CJ’s eyes widened at my last statement. He frantically tugged at Jay’s coat and wailed, “DADDY, I don’t want Harry and Bumpy to DIIIIIE!”

Jay scowled at me before leaning down to tell CJ, “they’re NOT going to die. Well, probably.”

He paused and then added, “it’s just that I’d like to have THREE fish. Two is boring.”

“It’s your decision,” I told him, “just know that if you get another fish and the DYING starts again, I BLAME YOU,” with these foreboding words hanging in the air between us, I turned on my heel and headed for OshKosh.

Fifteen minutes later I was standing in the OshKosh checkout line, piles of clothes on each arm, when Jay and CJ stormed in.

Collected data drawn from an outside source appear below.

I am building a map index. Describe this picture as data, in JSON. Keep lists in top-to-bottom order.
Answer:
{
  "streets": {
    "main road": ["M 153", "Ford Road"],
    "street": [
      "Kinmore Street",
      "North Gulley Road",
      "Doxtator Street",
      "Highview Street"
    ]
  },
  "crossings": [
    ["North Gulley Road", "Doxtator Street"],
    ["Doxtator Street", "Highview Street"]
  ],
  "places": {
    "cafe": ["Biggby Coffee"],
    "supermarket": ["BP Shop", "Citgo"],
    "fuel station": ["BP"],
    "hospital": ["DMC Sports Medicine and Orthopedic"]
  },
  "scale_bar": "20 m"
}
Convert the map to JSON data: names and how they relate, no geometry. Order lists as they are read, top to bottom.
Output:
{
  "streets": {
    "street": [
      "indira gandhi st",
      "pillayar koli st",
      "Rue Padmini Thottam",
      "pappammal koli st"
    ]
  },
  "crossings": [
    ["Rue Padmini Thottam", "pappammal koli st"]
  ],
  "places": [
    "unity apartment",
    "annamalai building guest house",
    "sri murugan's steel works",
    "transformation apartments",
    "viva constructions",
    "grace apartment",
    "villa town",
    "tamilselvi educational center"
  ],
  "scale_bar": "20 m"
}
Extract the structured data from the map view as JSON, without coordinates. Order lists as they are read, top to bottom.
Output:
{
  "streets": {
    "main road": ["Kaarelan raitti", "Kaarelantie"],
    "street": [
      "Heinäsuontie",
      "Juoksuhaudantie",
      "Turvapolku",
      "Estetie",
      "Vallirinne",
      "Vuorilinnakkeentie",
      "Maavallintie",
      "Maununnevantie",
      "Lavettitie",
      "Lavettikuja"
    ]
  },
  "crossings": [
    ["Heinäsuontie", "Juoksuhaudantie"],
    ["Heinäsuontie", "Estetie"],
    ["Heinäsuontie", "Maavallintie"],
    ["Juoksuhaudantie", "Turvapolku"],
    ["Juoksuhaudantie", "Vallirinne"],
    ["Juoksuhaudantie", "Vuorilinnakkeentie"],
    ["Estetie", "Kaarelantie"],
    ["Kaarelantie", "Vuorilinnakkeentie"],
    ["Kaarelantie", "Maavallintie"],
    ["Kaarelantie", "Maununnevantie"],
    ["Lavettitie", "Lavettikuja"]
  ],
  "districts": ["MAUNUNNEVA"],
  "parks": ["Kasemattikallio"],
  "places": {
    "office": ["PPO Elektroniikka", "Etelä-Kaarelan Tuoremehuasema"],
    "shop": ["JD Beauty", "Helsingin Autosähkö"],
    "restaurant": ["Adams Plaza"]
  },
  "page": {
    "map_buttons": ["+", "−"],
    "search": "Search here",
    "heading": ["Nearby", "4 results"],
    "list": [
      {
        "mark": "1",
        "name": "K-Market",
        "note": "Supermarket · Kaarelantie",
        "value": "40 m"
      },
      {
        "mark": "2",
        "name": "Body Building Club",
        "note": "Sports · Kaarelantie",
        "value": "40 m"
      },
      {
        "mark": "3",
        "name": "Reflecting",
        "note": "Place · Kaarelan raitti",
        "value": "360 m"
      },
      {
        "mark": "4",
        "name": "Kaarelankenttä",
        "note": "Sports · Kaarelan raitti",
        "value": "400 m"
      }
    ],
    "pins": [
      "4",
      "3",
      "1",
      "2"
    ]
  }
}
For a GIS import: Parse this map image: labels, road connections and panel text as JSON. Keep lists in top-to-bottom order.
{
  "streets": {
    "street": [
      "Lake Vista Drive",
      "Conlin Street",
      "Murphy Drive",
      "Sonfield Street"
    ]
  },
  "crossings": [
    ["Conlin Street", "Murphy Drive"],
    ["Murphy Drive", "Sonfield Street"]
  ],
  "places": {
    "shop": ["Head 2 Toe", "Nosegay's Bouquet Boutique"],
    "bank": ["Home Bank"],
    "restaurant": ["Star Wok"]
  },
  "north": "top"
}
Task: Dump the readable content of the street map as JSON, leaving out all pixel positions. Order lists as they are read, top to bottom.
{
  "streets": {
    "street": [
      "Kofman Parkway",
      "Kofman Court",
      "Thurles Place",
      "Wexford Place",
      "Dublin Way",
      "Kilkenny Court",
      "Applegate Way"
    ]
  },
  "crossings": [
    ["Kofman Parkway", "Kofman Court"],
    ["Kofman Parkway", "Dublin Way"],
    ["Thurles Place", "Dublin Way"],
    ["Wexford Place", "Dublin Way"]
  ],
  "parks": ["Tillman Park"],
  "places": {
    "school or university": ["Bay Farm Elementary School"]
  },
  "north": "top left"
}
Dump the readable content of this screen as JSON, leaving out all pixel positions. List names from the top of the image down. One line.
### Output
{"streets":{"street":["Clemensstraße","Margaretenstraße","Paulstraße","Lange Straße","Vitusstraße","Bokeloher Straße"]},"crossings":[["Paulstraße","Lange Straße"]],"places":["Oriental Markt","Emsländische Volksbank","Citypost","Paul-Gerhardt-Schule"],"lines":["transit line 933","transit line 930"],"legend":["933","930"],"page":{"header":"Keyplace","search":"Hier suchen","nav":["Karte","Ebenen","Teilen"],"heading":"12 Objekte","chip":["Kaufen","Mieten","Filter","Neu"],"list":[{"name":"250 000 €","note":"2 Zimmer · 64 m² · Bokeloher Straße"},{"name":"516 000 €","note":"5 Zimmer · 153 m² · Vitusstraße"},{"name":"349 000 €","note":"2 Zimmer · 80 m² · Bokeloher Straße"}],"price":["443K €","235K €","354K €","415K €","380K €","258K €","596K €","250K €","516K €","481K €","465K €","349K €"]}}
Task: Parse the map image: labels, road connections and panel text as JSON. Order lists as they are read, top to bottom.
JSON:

Jay’s face was dark and angry. Uh oh.

“What happened?” I asked him, “where’s the fish? Did CJ do something? What’s the matter?”

That woman,” Jay paused and then continued through gritted teeth, “that woman REFUSED to sell me a goldfish.”

I looked at him in surprise. “Huh? Wouldn’t sell you one? Why?”

The sales clerk leaned toward us, curious to hear Jay’s answer.

“She’s one of those BUSY BODY types of women,” Jay explained, “She asked what size tank we have and how many fish and then she said she was sorry but she couldn’t sell us a third fish because that would be too many for our 6 gallon tank.”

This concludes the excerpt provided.